Operation Zarb-e-Azb is a joint military offensive conducted by the Pakistan Armed Forces against various militant groups, including the Tehrik-i-Taliban Pakistan (TTP), the Islamic Movement of Uzbekistan, the East Turkestan Islamic Movement, Lashkar-e-Jhangvi, al-Qaeda, Jundallah and the Haqqani network. The operation was launched on 15 June 2014 in North Waziristan along the Pakistan-Afghanistan border as a renewed effort against militancy in the wake of the 8 June attack on Jinnah International Airport in Karachi, for which the TTP and the IMU claimed responsibility. Part of the war in North-West Pakistan, up to 30,000 Pakistani soldiers were involved in Zarb-e-Azb, described as a "comprehensive operation" to flush out all foreign and local militants hiding in North Waziristan. The operation has received widespread support from the Pakistani political, defence and civilian sectors. As a consequence, the overall security situation improved and terrorist attacks in Pakistan dropped to a six-year low since 2008.
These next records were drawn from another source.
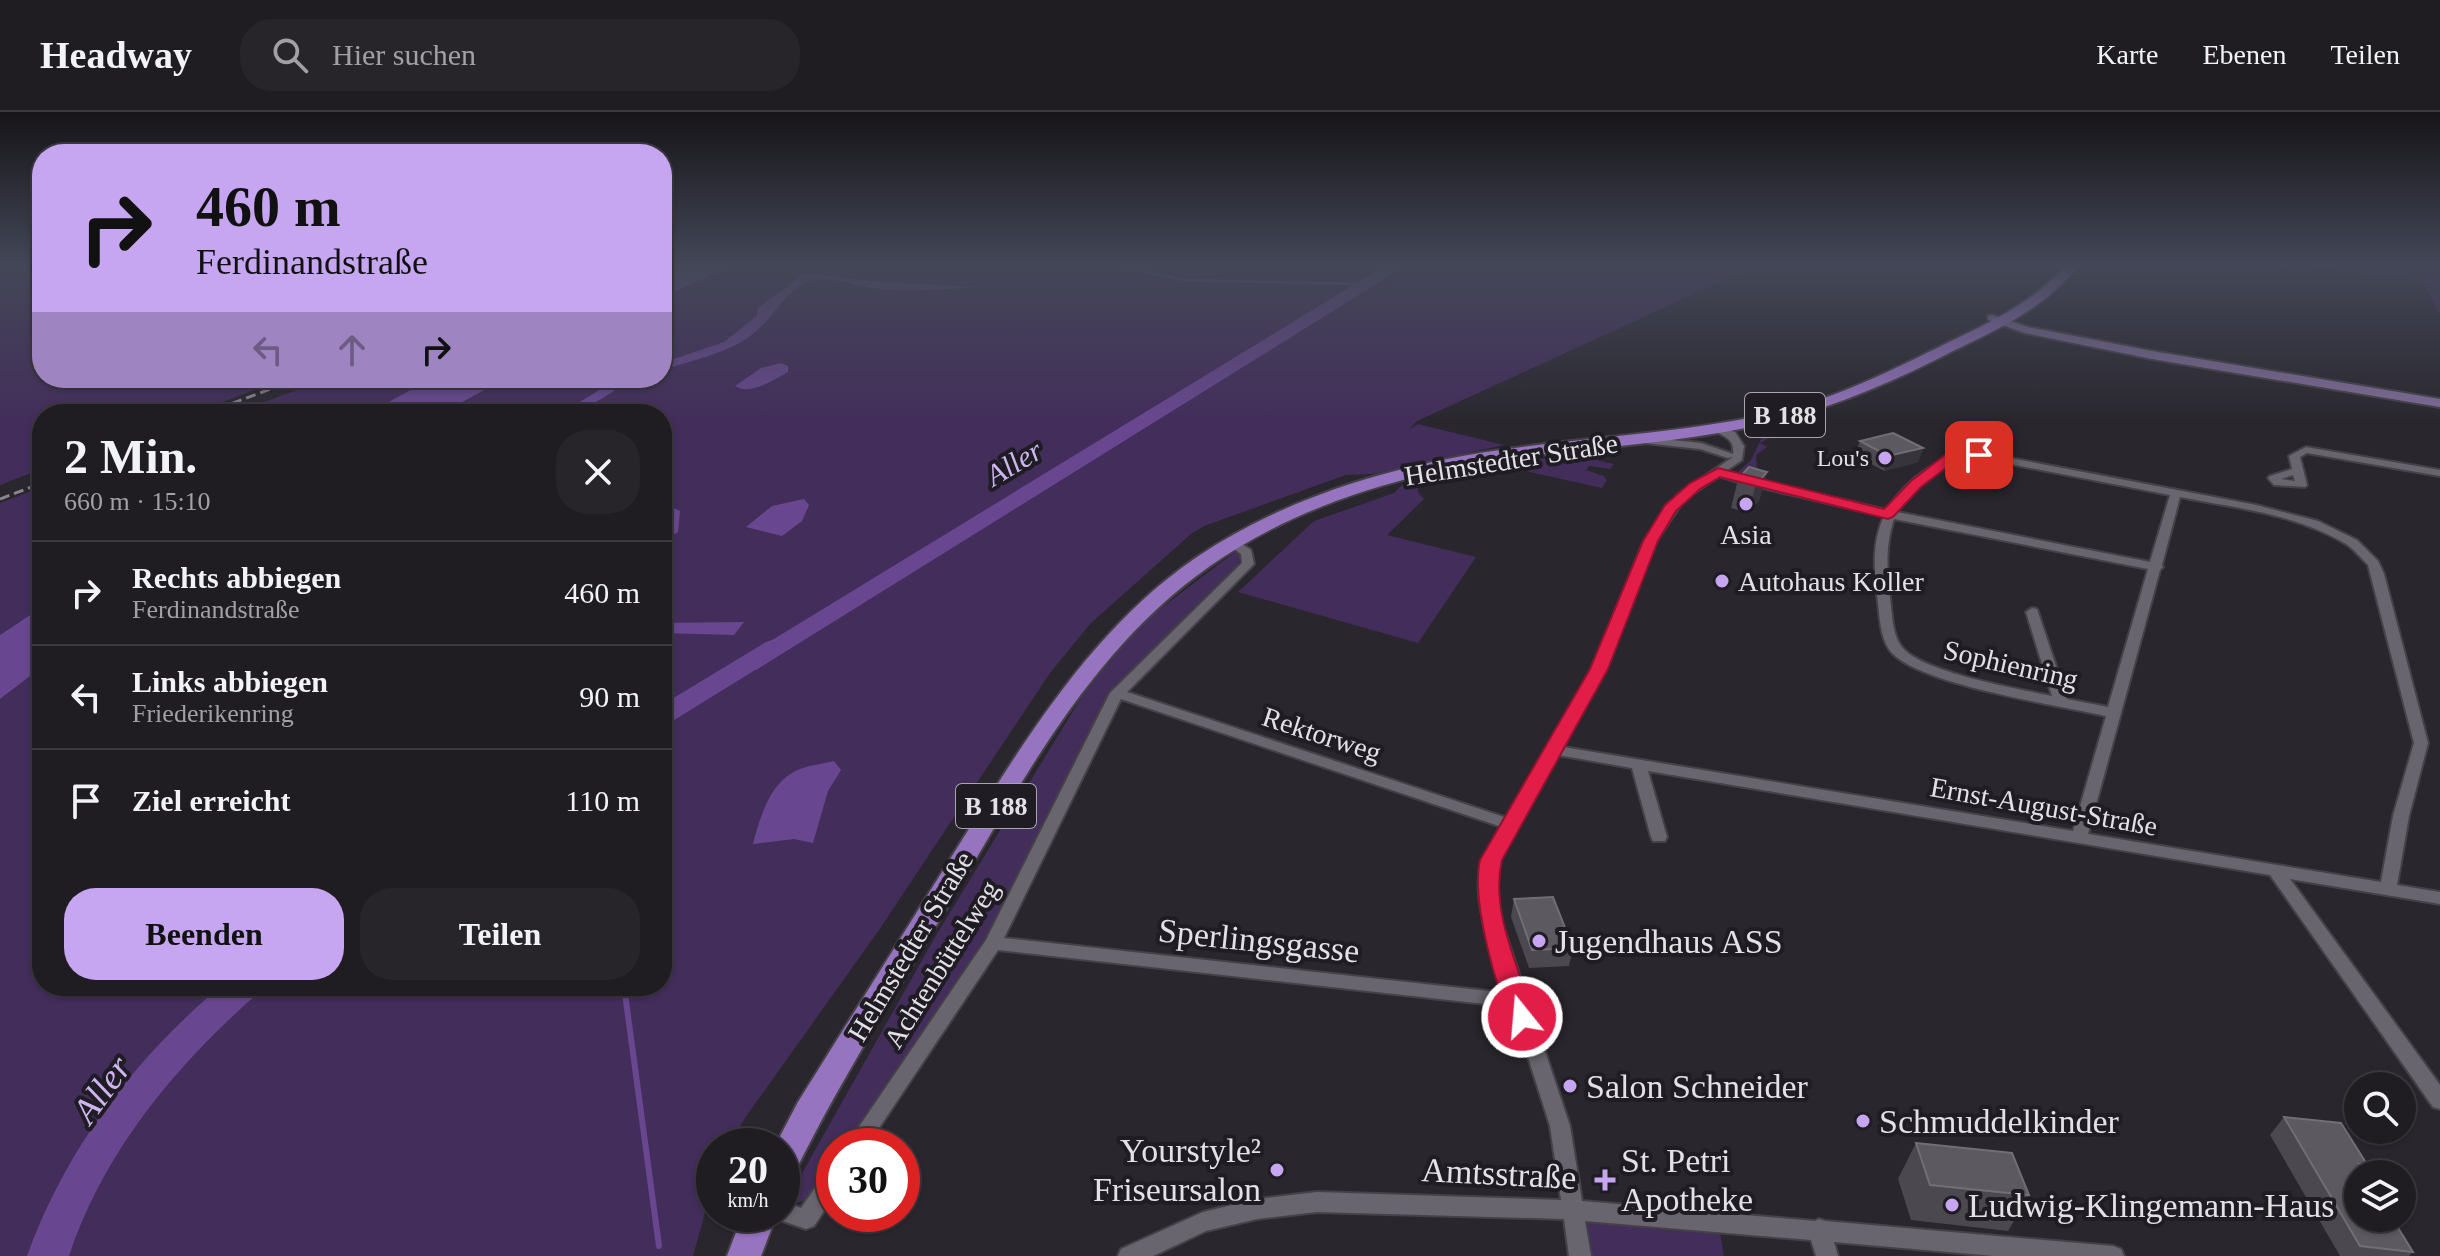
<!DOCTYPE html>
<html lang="de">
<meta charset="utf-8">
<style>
body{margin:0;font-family:Georgia,serif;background:#27252a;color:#f1f3f6;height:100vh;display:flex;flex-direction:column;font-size:30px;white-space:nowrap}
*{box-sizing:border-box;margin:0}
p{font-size:26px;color:#a1a1a5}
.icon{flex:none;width:44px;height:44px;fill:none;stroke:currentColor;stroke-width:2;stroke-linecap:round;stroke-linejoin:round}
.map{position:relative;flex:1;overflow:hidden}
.details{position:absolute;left:32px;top:292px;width:640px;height:592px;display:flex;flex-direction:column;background:#1f1c22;border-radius:32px;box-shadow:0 2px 6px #0004,0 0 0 2px #3c3a40}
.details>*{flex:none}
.top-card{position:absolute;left:32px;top:32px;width:640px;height:244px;border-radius:32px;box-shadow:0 2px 6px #0004,0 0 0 2px #3c3a40;background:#c6a6f0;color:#111;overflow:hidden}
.buttons{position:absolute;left:2344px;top:960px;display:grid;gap:16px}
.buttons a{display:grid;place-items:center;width:72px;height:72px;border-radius:50%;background:#1f1c22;box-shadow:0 2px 6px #0004,0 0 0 2px #3c3a40;font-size:40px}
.speed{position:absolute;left:696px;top:1016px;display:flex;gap:16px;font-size:40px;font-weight:700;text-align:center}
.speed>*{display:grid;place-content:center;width:104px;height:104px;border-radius:50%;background:#1f1c22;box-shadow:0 2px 6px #0004,0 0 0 2px #3c3a40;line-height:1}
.speed small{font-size:20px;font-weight:400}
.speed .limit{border:12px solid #d22;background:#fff;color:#111}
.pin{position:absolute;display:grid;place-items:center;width:68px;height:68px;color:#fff;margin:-34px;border-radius:16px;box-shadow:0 4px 12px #0006}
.me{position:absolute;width:88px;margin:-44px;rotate:343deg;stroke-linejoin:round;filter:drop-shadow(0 0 6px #0008)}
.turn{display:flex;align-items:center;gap:28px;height:168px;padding:0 32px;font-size:36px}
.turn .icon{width:104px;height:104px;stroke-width:2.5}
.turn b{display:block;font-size:56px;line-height:68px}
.lanes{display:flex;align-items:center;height:76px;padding:0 32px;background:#0003;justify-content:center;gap:40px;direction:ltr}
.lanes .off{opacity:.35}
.round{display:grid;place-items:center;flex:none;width:84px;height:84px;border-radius:32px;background:#27252a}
.head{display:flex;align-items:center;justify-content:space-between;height:136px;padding:0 32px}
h1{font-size:48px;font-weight:800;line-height:60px}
.button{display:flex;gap:16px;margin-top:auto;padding:16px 32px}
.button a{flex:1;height:92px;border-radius:32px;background:#c6a6f0;color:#111;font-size:32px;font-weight:800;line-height:92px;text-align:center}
.button a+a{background:#27252a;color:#f1f3f6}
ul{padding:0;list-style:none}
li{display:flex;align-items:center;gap:24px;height:104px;padding:0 32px;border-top:2px solid #3c3a40}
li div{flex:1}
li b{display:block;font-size:30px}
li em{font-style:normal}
header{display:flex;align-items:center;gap:48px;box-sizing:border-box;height:112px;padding:0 40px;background:#1f1c22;border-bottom:2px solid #3c3a40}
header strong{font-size:38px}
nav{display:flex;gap:44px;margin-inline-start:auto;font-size:28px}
.search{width:560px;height:72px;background:#27252a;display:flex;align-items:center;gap:20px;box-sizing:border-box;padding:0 28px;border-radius:32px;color:#a1a1a5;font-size:30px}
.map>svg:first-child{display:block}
</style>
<header>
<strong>Headway</strong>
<div class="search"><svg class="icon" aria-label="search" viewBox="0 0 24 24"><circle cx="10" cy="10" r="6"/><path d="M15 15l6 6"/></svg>Hier suchen</div>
<nav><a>Karte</a><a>Ebenen</a><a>Teilen</a></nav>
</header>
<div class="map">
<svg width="2440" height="1144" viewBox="0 0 2440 1144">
<rect width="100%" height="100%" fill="#29262d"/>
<g fill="#432d5b">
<path d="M0,153H42V266H287L190,302H42V357L0,373Z"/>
<path d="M733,153H1386L1360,170L1381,172L1412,153H1757L1417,309L1409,317L1418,312L1504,333L1373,362L1346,363L1204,414L1191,422L1091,511L1050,561L879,818L745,1006L729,1034H714V1068L693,1144H0V587L42,555V874H662V302H441L506,266H662V186Z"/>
<path d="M2298,153H2440V203L2422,169Z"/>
<path d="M328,266H432L367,302H233Z"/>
<path d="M1790,307L1791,314L1760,331L1767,335L1756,343L1757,360L1744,363L1738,360L1751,348L1763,323L1752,315Z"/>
<path d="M1593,341L1599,349L1614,352L1610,357L1589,354L1586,358L1604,364L1607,368L1602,376L1493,352Z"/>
<path d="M1405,370L1418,374V380L1424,387L1387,423L1476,445L1418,531L1238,480L1314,409L1394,381Z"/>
<path d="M42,375V495L0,523V391Z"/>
<path d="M1236,439L1242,444L1234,462L1111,580L983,836L851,1034H834C834,1066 828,1081 797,1091L792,1079L935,825L1084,581L1139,513Z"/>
<path d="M1575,1098L1717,1105L1724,1144H1583Z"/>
</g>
<g fill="#694790">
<path d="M668,153H733L662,186V156Z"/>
<path d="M1386,153H1407L756,558L738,549Z"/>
<path d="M804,161L881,170L979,175C940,177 900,182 861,174C845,170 823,163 807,170C781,183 772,209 749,225C725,242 690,249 662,258V251L724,230L757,204V197Z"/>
<path d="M781,251L788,254V260C773,268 751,284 735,274L761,256Z"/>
<path d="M432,266H506L441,302H367Z"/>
<path d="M619,266H639C612,276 588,302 560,302Z"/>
<path d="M804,387L809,393L802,409L782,424L746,415L772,394Z"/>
<path d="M663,391L680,399L678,420L662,430Z"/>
<path d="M42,495V555L0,587V523Z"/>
<path d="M744,510L734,523L662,521V511Z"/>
<path d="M834,649L841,658L828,679L813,731L794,727L753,732C759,708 769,674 792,661C803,654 821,652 834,649Z"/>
</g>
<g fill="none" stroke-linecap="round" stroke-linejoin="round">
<path stroke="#694790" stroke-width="3" d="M1109,153L1185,168L1357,172"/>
<path stroke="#694790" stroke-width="6" d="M624,874L659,1134"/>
<g fill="#694790" fill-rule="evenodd">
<path d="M775,527L784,530L788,535L784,540L671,610L662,612V593L766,530Z"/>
<path d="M221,874H261L256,883C175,954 103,1041 69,1144H27C65,1038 135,946 221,874Z"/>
</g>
<defs>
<g id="minor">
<path d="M1716,313L1735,320L1744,334L1742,348L1726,359L1748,366L1887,398C1906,367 1942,341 1979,340L2256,393L2318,409L2357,428L2378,449L2384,462L2428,631L2409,704L2397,773L2440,780V792L2290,767L2440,973V997L2433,995L2270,763L1648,659L1667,725L1665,729H1653L1651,725L1632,656L1558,643L1499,748L1495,765L1499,802L1570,1014L1582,1089L1815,1109L1819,1107L1825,1109L2113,1134L2121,1137L2124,1144H1994L1834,1130L1838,1144H1816L1811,1128L1585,1109L1591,1144H1569L1564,1107L1317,1100L1257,1107L1206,1119L1153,1144H1118L1121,1137L1203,1100L1257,1087L1317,1080L1561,1088L1550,1014L1512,895L998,838L867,1034H846L986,828L1110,581L1242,451L1241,442L1226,431L1228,428H1236L1251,438L1254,452L1127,580L1507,706L1592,557L1644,429L1677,383L1733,345L1728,346L1700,337L1644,331L1639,328L1644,325L1701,331L1733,342C1735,325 1722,325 1711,316ZM1979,346L2170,383L2150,450L1897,400C1913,373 1947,348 1979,346ZM1719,364L1745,372L1884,404C1872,430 1874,456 1877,483C1880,502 1879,528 1893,542C1926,574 2058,593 2106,604L2073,719L1563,635L1606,557L1656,429L1685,387ZM2180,385C2236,396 2297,402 2346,432C2354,437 2361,446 2368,453L2414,631L2393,704L2381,770L2088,722L2160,458L2163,455L2162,453ZM1894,407L2148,457L2108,595L2067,587L2037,497L2032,496L2026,500L2052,584C2019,577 1919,560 1901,534C1892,521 1892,501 1890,486C1887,459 1885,434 1894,407ZM1121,587L1502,715C1496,726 1487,737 1483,748C1468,785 1495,844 1507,881L1004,826Z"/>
<path d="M2306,335L2440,358V364L2307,341L2300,345L2307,373L2305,375L2274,373L2268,366L2270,364L2292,357L2289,344ZM2293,363L2295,369L2281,367Z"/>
<path d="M834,1057V1084L814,1114L806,1117L774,1106L773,1102H782V1089L801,1096L827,1059Z"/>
</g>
<path id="secondary" d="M1992,203L2028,215L2152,239L2440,287V295L2152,247L2025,221L1988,208V204Z"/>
<g id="primary">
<path d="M2066,153H2079C2046,195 2002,215 1955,238C1889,272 1824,300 1751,315C1668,332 1584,336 1500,348C1399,363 1294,395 1210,454C1088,539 1019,676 945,799C893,886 838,972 794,1062L782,1066V1034H775L798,990C851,905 904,821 957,736C1024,630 1091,517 1197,445C1286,385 1395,353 1500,338C1594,324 1689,321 1781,299C1839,285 1892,258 1945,232C1989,211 2033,191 2066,153Z"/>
<path d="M743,1102H777L761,1144H727Z"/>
</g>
</defs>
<use href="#minor" stroke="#444147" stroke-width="4"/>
<use href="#secondary" stroke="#444147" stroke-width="4"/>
<use href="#primary" stroke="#444147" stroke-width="4"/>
<use href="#minor" fill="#69656e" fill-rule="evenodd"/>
<use href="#secondary" fill="#806c97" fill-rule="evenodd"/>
<use href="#primary" fill="#9774c0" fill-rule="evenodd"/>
<g stroke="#88858b" stroke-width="3" stroke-dasharray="10 5" stroke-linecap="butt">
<path d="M292,276L320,266"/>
<path d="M204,302L300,266"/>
<path d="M0,387L42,371"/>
</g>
</g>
<g fill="#4b484f">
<path d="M1860,329L1923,336L1918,350L1884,359L1855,343Z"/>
<path d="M1767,360L1759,389L1748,401L1731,396L1738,367Z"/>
<path d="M1514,787L1573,836L1569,854L1529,856L1511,805Z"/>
<path d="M2284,1005L2368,1054L2363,1059L2413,1140L2409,1144H2340L2270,1023Z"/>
<path d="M1916,1031L2029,1083L2008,1119L1911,1108L1898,1067Z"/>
</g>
<g fill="#37343b">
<path d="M1923,336L1918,350L1884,359L1888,344Z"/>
<path d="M1767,360L1759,389L1748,401L1756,372Z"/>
</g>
<g fill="#5c5960" stroke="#716e75" stroke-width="2">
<path d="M1893,321L1923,336L1888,344L1860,329Z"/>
<path d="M1749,355L1767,360L1756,372L1738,367Z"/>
<path d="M1553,785L1573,836L1532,838L1514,787Z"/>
<path d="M2284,1005L2341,1011L2368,1054L2359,1052L2365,1062H2358V1106H2392L2413,1140L2360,1134Z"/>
<path d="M1916,1031L2012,1041L2029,1083L1930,1073Z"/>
</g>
<linearGradient id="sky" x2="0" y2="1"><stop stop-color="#171519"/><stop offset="0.49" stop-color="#434757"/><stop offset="1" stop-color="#434757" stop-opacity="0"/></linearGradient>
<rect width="2440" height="313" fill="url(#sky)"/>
<path fill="#e11d48" stroke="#92132f" stroke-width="2" d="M1979,339L1986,343L1984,346L1954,350L1921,375L1893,405L1888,407L1720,365L1700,377L1676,399L1658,429L1608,557L1502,748C1490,799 1519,856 1534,905L1531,912L1522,914L1514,912C1495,877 1471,786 1480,748L1590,557L1643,429L1665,393L1690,371L1718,356L1884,397L1911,369L1945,343Z"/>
<g fill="#c6a6f0" stroke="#1f1d23" stroke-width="3">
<circle cx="1885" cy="346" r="8"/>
<circle cx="1746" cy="392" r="8"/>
<circle cx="1722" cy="469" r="8"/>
<circle cx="1539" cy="829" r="8"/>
<circle cx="1570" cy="974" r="8"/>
<circle cx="1863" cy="1009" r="8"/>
<circle cx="1277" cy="1058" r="8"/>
<path d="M1601 1056h8v8h8v8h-8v8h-8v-8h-8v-8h8z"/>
<circle cx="1952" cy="1093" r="8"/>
</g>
<g text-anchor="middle" stroke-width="8" stroke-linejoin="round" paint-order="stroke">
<g font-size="24" fill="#e3e1e6" stroke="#1f1d23" text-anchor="end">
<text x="1869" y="354">Lou's</text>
</g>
<g fill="#1f1d23" stroke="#a8a6ac" stroke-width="2">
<rect x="1745" y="281" width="80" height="44" rx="6"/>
<rect x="956" y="672" width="80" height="44" rx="6"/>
</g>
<g font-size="26" font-weight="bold" fill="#e3e1e6">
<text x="1785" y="312">B 188</text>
<text x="996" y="703">B 188</text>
</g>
<g font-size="28" fill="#e3e1e6" stroke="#1f1d23">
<text transform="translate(1511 347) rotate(-9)" y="10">Helmstedter Straße</text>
<text transform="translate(2011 552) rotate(13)" y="10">Sophienring</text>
<text transform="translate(1322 622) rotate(18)" y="10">Rektorweg</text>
<text transform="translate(2044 694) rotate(10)" y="10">Ernst-August-Straße</text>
<text transform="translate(910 834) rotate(-59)" y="10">Helmstedter Straße</text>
<text transform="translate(941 852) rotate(-58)" y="10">Achtenbüttelweg</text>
</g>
<g font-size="28" fill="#e3e1e6" stroke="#1f1d23">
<text x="1746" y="432">Asia</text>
<text x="1738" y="479" text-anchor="start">Autohaus Koller</text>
</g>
<g font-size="30" font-style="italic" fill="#ceb4f1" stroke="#1f1d23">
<text transform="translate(1014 351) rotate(-31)" y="10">Aller</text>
</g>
<g font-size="34" fill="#e3e1e6" stroke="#1f1d23">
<text transform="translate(1259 828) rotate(6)" y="12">Sperlingsgasse</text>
<text transform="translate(1499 1061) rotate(3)" y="12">Amtsstraße</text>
</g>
<g font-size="34" fill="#e3e1e6" stroke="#1f1d23" text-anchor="start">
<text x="1555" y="841">Jugendhaus ASS</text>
<text x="1586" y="986">Salon Schneider</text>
<text x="1879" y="1021">Schmuddelkinder</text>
<text x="1261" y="1050" text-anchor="end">Yourstyle²<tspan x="1261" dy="39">Friseursalon</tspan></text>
<text x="1621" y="1060">St. Petri<tspan x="1621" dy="39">Apotheke</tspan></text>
<text x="1968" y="1105">Ludwig-Klingemann-Haus</text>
</g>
<g font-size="36" font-style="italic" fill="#ceb4f1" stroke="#1f1d23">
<text transform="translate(101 977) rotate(-54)" y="13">Aller</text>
</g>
</g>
</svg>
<div class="buttons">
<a><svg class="icon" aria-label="search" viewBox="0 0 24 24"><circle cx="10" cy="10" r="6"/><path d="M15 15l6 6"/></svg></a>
<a><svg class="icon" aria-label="layers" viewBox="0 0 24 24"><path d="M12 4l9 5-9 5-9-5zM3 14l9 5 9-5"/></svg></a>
</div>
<div class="speed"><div>20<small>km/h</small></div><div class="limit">30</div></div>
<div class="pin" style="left:1979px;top:343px;background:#d93025"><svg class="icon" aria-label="arrive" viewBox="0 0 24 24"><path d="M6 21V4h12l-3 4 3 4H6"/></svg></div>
<svg class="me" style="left:1522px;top:905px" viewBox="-20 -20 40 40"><circle r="17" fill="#e11d48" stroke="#fff" stroke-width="3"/><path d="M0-11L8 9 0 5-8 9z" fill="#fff"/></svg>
<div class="top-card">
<div class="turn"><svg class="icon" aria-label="right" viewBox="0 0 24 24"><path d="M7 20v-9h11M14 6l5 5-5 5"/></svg><div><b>460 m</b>Ferdinandstraße</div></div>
<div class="lanes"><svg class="icon off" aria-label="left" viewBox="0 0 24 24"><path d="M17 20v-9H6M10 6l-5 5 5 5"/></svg><svg class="icon off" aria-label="ahead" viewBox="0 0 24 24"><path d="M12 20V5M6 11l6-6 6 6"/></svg><svg class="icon" aria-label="right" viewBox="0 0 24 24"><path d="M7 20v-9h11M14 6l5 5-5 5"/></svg></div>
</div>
<section class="details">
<div class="head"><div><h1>2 Min.</h1><p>660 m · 15:10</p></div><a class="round"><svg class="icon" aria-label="close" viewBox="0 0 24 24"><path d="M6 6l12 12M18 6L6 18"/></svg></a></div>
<ul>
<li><svg class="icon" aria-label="right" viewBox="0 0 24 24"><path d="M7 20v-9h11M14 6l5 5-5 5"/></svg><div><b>Rechts abbiegen</b><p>Ferdinandstraße</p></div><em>460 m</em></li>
<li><svg class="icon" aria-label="left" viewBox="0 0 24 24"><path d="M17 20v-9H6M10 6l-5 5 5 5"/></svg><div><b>Links abbiegen</b><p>Friederikenring</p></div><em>90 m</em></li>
<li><svg class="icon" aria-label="arrive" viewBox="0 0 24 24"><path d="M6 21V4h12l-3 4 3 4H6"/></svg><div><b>Ziel erreicht</b></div><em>110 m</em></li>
</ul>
<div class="button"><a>Beenden</a><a>Teilen</a></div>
</section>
</div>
For the first time, the Pakistani military implemented a military strategy called "Seek, Destroy, Clear, Hold." The Pakistani military will seek the target. Once found, it will be destroyed. When destroyed, the infrastructure, bodies and weapons will be cleared and the area will be held both during this time and after its completion to ensure post-operation security and infrastructure rebuilding and/or area rehabilitation. The Seek and Destroy component is from the Vietnam War whereas the Clear and hold component is from the Iraq War. The Pakistani military combined the two doctrines as a single doctrine for the operation to be successful.

Operation Radd-ul-Fasaad

Operation Radd-ul-Fasaad launched by Pakistan Army on 22nd Feb 2017— Radd-ul-Fasaad which translates roughly to 'elimination of discord' — will aim at indiscriminately eliminating the "residual/latent threat of terrorism", consolidating the gains made in other military operations, and further ensuring the security of Pakistan's borders, Pakistan Air Force, Pakistan Navy, Civil Armed Forces (CAF) and other security and law enforcing agencies (LEAs) will actively participate in and 'intimately support' the armed forces' efforts to eliminate the menace of terrorism from the country

The effort entails conduct of Broad Spectrum Security / Counter-Terrorism (CT) operations by Rangers in Punjab, continuation of ongoing operations across the country, and focus on more effective border security management"Countrywide de-weaponisation and explosive control are additional cardinals of the effort. Pursuance of National Action Plan will be the hallmark of this operation. he federal government had approved a request forwarded by the Government of Punjab for the deployment of Rangers personnel in the province.

Punjab Govt had requested the federal government to deploy over 2,000 Rangers personnel in the province, who would be given policing powers to conduct intelligence-based operations (IBOs) against militants, wherever required and with full authority.